A infraestrutura de blockchain para fluxos monetários não é necessariamente ruim. Mas a questão é: ela substituirá completamente o banca ou será integrada a ele? Stablecoins que seguem o caminho do OCC continuam sob licença bancária. Produtos como USDC da Circle e FYUSD da BitGo estão cada vez mais restritos.
A Verdadeira Luta: Soberania Monetária na Blockchain
O futuro das stablecoins de pagamento não se limita ao volume de transferências. Empresas como Stripe precisam entender que soluções de Layer 2 e blockchain podem substituir redes de cartões de crédito. Mas o verdadeiro poder do fintech está em criar um novo produto financeiro que vá além do MMF e funções de pagamento—uma solução que combine ambos.
Peter Thiel apoia neobancos; Vitalik defende stablecoins de rendimento baseados em ETH. Vitalik tem uma visão mais clara: stablecoins de rendimento na Ethereum não podem lidar com modelos que não diversificam riscos. Soluções baseadas em ativos RWA são essenciais.
O problema é: se a receita na blockchain não for suficiente, não há como escapar da dominação do dólar. No final, isso será convertido pelo OCC em sistema bancário tradicional. Quem busca segurança perde liberdade; quem busca liberdade aceita o risco.
Aplicações B2B com USDC e transferências nacionais com USDT não são suficientes para adoção global em larga escala de stablecoins de pagamento. Essas soluções são transitórias e não serão os principais atores do futuro.
A geração de receita serviu como ferramenta de captação de clientes. Contra a resistência bancária, o impacto no offline cresce. Experimentos como $USDe e $xUSD mostram que o ambiente online também está se esgotando. É preciso analisar cuidadosamente o uso de pagamentos no mundo real.
Conclusão: Quem Sai Vencedor na Guerra dos Quatro?
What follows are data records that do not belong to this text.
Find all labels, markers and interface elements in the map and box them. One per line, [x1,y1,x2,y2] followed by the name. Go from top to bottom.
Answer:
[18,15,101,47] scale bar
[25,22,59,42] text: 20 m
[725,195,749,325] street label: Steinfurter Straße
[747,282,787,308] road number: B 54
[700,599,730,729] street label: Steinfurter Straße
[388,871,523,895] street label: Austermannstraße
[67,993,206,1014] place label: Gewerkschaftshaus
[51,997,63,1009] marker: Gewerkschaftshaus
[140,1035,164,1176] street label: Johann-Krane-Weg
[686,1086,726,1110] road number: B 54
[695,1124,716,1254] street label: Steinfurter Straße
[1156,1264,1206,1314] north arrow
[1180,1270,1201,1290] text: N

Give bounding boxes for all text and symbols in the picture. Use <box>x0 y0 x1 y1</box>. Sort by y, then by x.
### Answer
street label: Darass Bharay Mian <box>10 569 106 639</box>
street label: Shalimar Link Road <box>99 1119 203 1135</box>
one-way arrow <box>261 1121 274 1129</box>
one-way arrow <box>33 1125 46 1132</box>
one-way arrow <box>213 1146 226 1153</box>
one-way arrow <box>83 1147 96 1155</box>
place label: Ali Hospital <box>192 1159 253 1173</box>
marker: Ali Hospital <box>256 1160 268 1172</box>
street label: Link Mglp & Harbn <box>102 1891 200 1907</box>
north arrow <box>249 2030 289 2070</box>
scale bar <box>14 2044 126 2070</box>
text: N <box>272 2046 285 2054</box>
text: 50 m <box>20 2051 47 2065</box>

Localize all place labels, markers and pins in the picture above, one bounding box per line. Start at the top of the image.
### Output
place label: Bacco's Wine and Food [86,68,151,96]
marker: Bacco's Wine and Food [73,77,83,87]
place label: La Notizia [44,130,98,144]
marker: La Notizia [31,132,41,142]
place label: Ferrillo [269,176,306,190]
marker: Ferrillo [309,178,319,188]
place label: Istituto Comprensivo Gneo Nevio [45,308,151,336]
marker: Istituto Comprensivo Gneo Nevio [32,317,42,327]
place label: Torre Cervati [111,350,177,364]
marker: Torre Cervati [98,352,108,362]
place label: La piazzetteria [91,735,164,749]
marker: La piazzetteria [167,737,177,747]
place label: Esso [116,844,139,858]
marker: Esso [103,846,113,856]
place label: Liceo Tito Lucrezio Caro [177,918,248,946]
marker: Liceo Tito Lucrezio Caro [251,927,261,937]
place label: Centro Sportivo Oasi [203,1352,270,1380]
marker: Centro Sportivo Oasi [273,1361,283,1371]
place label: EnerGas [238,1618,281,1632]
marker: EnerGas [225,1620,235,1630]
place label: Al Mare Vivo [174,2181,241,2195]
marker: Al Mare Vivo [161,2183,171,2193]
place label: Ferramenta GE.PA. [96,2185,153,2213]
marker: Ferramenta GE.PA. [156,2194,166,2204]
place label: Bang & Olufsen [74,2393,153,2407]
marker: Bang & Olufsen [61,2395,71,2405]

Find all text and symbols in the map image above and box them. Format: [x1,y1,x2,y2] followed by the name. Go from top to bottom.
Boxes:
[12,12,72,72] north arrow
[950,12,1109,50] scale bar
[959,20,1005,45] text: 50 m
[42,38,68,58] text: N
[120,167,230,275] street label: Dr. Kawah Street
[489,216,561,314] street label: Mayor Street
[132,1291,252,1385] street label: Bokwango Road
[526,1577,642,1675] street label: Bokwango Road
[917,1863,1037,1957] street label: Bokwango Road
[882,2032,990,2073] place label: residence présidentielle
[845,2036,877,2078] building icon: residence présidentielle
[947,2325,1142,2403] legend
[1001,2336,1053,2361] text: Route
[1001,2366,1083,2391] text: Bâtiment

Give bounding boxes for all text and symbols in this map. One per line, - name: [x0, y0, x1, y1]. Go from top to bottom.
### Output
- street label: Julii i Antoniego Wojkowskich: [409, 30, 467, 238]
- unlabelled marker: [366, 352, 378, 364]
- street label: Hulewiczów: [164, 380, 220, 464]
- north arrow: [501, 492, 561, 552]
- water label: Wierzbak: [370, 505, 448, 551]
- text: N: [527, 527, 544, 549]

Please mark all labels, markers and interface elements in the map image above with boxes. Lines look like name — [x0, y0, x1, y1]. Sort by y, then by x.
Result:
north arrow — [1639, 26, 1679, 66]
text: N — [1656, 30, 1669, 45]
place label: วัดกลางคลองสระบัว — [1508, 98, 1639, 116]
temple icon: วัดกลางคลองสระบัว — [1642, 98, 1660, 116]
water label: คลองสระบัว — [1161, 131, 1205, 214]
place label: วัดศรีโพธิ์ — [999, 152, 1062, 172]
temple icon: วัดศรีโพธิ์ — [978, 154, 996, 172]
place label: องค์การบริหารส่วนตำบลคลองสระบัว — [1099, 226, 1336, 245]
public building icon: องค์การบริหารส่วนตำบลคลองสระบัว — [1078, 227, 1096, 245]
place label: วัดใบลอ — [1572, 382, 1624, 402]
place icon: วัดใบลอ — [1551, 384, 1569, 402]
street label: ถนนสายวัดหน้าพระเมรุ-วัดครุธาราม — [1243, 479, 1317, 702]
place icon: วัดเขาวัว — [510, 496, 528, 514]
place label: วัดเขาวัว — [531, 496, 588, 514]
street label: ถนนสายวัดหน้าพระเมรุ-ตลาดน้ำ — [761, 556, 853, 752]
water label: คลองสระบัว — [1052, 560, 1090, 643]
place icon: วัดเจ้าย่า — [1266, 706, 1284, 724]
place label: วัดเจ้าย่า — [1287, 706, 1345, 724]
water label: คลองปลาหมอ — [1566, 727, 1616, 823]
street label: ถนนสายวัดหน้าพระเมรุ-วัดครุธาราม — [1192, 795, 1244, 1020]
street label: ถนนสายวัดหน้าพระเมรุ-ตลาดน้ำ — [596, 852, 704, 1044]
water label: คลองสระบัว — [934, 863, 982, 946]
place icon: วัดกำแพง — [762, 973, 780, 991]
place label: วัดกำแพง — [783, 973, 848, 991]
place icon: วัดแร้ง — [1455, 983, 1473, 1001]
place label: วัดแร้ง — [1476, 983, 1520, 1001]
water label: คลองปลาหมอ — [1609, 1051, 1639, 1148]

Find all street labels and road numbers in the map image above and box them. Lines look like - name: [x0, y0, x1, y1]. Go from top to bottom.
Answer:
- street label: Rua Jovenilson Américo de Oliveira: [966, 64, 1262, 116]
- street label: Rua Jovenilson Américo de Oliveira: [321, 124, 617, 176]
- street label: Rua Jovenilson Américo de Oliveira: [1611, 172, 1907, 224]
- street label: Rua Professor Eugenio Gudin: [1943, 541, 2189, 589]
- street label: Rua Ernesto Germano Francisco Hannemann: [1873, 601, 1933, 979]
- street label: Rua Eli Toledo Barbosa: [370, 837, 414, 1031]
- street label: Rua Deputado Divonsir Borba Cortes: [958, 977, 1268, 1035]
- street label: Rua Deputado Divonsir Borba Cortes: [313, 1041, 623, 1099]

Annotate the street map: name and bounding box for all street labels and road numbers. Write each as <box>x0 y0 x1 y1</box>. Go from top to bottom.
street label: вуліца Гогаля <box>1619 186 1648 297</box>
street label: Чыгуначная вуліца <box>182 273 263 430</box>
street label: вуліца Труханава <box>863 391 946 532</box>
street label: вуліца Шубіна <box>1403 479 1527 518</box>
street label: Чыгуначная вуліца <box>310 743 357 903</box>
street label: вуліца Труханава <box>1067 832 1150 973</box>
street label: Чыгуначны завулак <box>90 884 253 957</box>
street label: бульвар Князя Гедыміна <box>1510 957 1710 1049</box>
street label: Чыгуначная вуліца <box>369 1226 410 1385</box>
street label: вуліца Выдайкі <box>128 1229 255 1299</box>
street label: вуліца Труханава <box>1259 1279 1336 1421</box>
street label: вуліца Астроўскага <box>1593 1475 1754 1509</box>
Quatro forças iniciaram uma nova guerra no setor de pagamentos:
Nessa guerra, os atores—fintech, crypto, bancos e grandes plataformas—buscam garantir seus espaços. Stablecoins e agentes parecem ser os principais meios de pagamento, mas ninguém questiona se realmente precisam deles.
O futuro será definido pela aliança e conflito entre esses quatro lados. Uma certeza: o fracasso de USDT/USDC frente às taxas de títulos do governo mostra que o setor bancário consegue resistir ao ataque pela terceira vez. Assim, a narrativa de que o dinheiro deve permanecer totalmente na blockchain é adiada mais uma vez.